__What to do__
Scan the lines below and report each one containing "roads" by copying it.

-- Dataset excerpts follows --

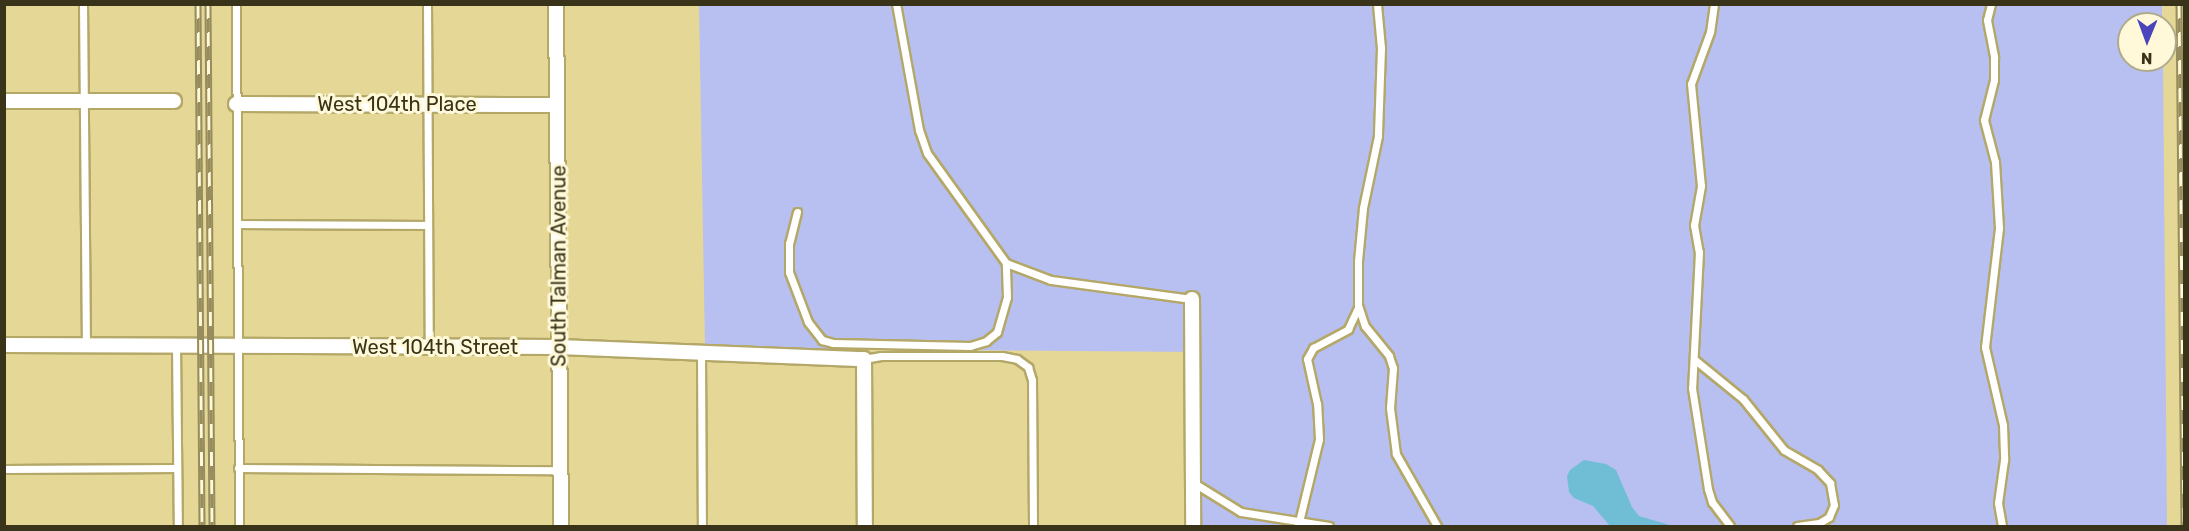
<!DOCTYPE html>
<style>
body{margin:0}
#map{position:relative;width:2189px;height:531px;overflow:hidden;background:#e5d897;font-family:Rubik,sans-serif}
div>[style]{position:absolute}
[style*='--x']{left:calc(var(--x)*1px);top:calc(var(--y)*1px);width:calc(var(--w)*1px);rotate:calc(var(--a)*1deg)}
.green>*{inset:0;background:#b8bff1}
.water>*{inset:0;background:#6fbed5}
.roads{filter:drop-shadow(2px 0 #b4a869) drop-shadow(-2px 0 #b4a869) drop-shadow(0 2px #b4a869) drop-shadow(0 -2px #b4a869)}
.service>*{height:7px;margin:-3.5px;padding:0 3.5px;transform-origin:3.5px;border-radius:3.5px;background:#fff}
.minor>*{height:14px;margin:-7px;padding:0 7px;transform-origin:7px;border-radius:7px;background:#fff}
.rail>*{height:7px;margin-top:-3.5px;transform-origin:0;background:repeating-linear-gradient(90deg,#fff9d9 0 14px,#968c5d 0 28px);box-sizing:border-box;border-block:2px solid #968c5d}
span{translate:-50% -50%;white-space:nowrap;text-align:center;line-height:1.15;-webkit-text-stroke:6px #fff9d9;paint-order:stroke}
.street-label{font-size:20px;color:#393419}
.frame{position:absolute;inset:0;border:6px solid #393419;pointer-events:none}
.north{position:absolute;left:2117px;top:12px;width:60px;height:60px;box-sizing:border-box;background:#fff9d9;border:2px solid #b0aa8c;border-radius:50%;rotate:181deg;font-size:16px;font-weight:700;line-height:24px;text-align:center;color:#393419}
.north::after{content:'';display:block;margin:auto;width:21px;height:27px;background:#4a45bb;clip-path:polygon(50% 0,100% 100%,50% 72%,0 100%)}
</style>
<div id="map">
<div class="green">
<i style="clip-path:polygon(699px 5px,2162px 5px,2162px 24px,2129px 24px,2129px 60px,2163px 60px,2167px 526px,1200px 526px,1199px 352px,705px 348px)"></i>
</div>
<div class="water">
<i style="clip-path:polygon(1584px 460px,1606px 464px,1616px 470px,1632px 507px,1639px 516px,1673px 526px,1610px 526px,1593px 506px,1574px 498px,1569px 492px,1567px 476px,1570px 470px)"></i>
</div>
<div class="roads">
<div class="service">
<i style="--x:83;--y:4;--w:341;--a:89.5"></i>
<i style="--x:236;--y:4;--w:522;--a:89.67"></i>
<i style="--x:427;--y:4;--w:343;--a:89.7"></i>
<i style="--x:1377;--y:4;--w:44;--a:84.8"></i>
<i style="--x:1381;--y:48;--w:88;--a:92"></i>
<i style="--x:1378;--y:136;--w:74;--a:101.8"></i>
<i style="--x:1363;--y:208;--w:53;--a:95.4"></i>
<i style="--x:1358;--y:261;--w:44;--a:90"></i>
<i style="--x:1358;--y:305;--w:22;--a:72"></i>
<i style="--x:1365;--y:326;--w:38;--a:51"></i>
<i style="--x:1389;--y:356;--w:13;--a:72"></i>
<i style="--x:1393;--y:368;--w:40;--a:94.3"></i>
<i style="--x:1390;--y:408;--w:46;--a:82.6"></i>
<i style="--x:1396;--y:454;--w:83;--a:60.3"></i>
<i style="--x:1714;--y:4;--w:28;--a:98"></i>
<i style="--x:1710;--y:32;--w:55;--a:110.1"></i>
<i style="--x:1691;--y:84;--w:102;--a:84.4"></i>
<i style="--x:1701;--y:186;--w:40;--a:100"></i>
<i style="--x:1694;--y:225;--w:27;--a:80"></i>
<i style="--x:1699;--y:252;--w:136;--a:92.9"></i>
<i style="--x:1692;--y:388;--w:102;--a:81"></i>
<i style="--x:1708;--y:489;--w:14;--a:73"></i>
<i style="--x:1712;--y:502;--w:30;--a:53"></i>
<i style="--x:1991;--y:4;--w:16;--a:104"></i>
<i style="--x:1987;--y:20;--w:38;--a:79"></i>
<i style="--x:1994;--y:57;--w:23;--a:90"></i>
<i style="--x:1994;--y:80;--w:41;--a:104"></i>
<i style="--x:1984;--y:120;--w:43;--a:75.3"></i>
<i style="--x:1995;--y:162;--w:66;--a:86.5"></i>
<i style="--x:1999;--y:228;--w:120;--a:96.7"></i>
<i style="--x:1985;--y:347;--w:80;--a:77"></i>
<i style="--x:2003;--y:425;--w:35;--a:88"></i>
<i style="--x:2004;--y:460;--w:43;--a:97.9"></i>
<i style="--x:1998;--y:503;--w:23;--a:80"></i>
<i style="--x:797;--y:212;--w:32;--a:104"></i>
<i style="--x:789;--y:243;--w:29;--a:90"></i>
<i style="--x:789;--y:272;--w:53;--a:69.2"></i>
<i style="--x:808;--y:322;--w:23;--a:52"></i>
<i style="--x:822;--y:340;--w:11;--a:15"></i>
<i style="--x:833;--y:343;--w:137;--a:1.3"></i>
<i style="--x:970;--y:346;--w:17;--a:-17"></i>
<i style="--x:986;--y:341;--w:14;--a:-39"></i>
<i style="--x:997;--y:332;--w:36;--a:-74"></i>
<i style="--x:1007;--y:297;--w:34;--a:-92"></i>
<i style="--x:1006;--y:263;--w:135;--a:-125.7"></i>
<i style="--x:927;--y:153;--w:24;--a:-109"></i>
<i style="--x:919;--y:130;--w:128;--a:-100.3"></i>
<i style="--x:237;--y:224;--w:191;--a:0.3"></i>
<i style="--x:1006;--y:263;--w:48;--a:20.7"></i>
<i style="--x:1051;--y:280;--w:142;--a:7.7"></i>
<i style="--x:176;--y:346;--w:180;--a:89.4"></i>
<i style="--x:701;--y:354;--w:172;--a:89.7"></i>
<i style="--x:864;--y:359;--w:17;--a:-10"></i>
<i style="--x:881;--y:356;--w:121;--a:0"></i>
<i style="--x:1002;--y:356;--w:15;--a:11"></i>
<i style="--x:1017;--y:359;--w:14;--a:36"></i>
<i style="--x:1028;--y:367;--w:14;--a:73"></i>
<i style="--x:1032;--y:380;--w:146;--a:89.6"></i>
<i style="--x:1695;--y:360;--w:62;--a:39.1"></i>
<i style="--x:1743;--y:399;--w:65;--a:51.2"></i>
<i style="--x:1784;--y:450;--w:39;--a:30"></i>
<i style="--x:1818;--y:470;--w:18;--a:47"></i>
<i style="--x:1830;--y:483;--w:22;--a:80"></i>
<i style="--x:1834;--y:505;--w:13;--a:113"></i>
<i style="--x:1829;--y:517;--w:12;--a:149"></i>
<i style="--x:1819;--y:523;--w:22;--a:172"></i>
<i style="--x:238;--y:468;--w:323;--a:0.4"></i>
<i style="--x:4;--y:469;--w:173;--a:-0.3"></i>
<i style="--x:1194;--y:483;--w:55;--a:31.7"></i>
<i style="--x:1241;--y:512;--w:89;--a:9"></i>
<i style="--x:1298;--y:526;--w:89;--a:-76.4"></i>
<i style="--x:1319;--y:439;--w:35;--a:-93"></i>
<i style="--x:1317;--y:404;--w:46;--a:-102.5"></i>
<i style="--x:1307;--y:359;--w:13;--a:-61"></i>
<i style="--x:1313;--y:348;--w:40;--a:-28"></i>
<i style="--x:1348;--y:329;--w:23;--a:-65"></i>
</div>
<div class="minor">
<i style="--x:556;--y:4;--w:522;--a:89.45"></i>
<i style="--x:4;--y:101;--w:170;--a:0"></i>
<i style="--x:236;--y:104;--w:321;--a:0.2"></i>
<i style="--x:1192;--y:299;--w:227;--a:89.7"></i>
<i style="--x:4;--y:345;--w:555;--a:0.21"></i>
<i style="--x:559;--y:347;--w:305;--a:2.3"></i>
<i style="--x:864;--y:359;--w:167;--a:89.7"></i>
</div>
</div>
<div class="rail">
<i style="--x:198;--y:4;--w:522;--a:89.56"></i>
<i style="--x:208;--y:4;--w:522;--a:89.56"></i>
<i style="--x:2179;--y:4;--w:522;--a:89.45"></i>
</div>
<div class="street-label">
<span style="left:397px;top:104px">West 104th Place</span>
<span style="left:559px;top:266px;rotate:-90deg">South Talman Avenue</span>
<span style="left:435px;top:347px">West 104th Street</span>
</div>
<div class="frame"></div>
<div class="north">N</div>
</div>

-- Dataset excerpts concluded --

__Result of the exercise__
.roads{filter:drop-shadow(2px 0 #b4a869) drop-shadow(-2px 0 #b4a869) drop-shadow(0 2px #b4a869) drop-shadow(0 -2px #b4a869)}
<div class="roads">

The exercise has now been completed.